Required work — Every single entry that follows must be copied exactly.

--- Records supplied ---

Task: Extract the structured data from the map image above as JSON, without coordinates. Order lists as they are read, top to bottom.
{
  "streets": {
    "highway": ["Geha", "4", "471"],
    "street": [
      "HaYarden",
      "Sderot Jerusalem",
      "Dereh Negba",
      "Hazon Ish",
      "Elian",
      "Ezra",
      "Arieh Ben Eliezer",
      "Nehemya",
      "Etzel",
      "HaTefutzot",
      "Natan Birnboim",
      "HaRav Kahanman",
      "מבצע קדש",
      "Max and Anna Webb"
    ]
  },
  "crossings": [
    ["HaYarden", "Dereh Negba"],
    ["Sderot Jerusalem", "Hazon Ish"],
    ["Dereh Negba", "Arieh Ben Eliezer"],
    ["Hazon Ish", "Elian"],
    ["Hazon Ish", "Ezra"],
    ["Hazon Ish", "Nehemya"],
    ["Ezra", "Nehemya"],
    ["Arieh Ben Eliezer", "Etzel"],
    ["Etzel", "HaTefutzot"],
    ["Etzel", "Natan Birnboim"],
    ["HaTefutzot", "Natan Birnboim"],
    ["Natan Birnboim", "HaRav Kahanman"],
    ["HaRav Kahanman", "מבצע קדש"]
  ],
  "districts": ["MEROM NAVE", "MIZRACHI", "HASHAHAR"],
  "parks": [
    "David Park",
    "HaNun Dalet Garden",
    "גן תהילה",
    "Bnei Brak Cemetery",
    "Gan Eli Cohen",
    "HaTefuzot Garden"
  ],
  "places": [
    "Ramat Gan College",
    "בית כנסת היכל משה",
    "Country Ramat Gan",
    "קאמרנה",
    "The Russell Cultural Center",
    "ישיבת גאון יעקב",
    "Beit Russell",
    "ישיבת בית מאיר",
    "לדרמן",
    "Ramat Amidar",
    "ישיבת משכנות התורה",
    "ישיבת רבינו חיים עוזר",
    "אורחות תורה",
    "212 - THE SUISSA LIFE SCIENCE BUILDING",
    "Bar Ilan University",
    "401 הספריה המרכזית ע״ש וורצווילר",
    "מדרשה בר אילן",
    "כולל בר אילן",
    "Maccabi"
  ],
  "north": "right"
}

---

Result below —
Task: Extract the structured data from the map image above as JSON, without coordinates. Order lists as they are read, top to bottom.
{
  "streets": {
    "highway": ["Geha", "4", "471"],
    "street": [
      "HaYarden",
      "Sderot Jerusalem",
      "Dereh Negba",
      "Hazon Ish",
      "Elian",
      "Ezra",
      "Arieh Ben Eliezer",
      "Nehemya",
      "Etzel",
      "HaTefutzot",
      "Natan Birnboim",
      "HaRav Kahanman",
      "מבצע קדש",
      "Max and Anna Webb"
    ]
  },
  "crossings": [
    ["HaYarden", "Dereh Negba"],
    ["Sderot Jerusalem", "Hazon Ish"],
    ["Dereh Negba", "Arieh Ben Eliezer"],
    ["Hazon Ish", "Elian"],
    ["Hazon Ish", "Ezra"],
    ["Hazon Ish", "Nehemya"],
    ["Ezra", "Nehemya"],
    ["Arieh Ben Eliezer", "Etzel"],
    ["Etzel", "HaTefutzot"],
    ["Etzel", "Natan Birnboim"],
    ["HaTefutzot", "Natan Birnboim"],
    ["Natan Birnboim", "HaRav Kahanman"],
    ["HaRav Kahanman", "מבצע קדש"]
  ],
  "districts": ["MEROM NAVE", "MIZRACHI", "HASHAHAR"],
  "parks": [
    "David Park",
    "HaNun Dalet Garden",
    "גן תהילה",
    "Bnei Brak Cemetery",
    "Gan Eli Cohen",
    "HaTefuzot Garden"
  ],
  "places": [
    "Ramat Gan College",
    "בית כנסת היכל משה",
    "Country Ramat Gan",
    "קאמרנה",
    "The Russell Cultural Center",
    "ישיבת גאון יעקב",
    "Beit Russell",
    "ישיבת בית מאיר",
    "לדרמן",
    "Ramat Amidar",
    "ישיבת משכנות התורה",
    "ישיבת רבינו חיים עוזר",
    "אורחות תורה",
    "212 - THE SUISSA LIFE SCIENCE BUILDING",
    "Bar Ilan University",
    "401 הספריה המרכזית ע״ש וורצווילר",
    "מדרשה בר אילן",
    "כולל בר אילן",
    "Maccabi"
  ],
  "north": "right"
}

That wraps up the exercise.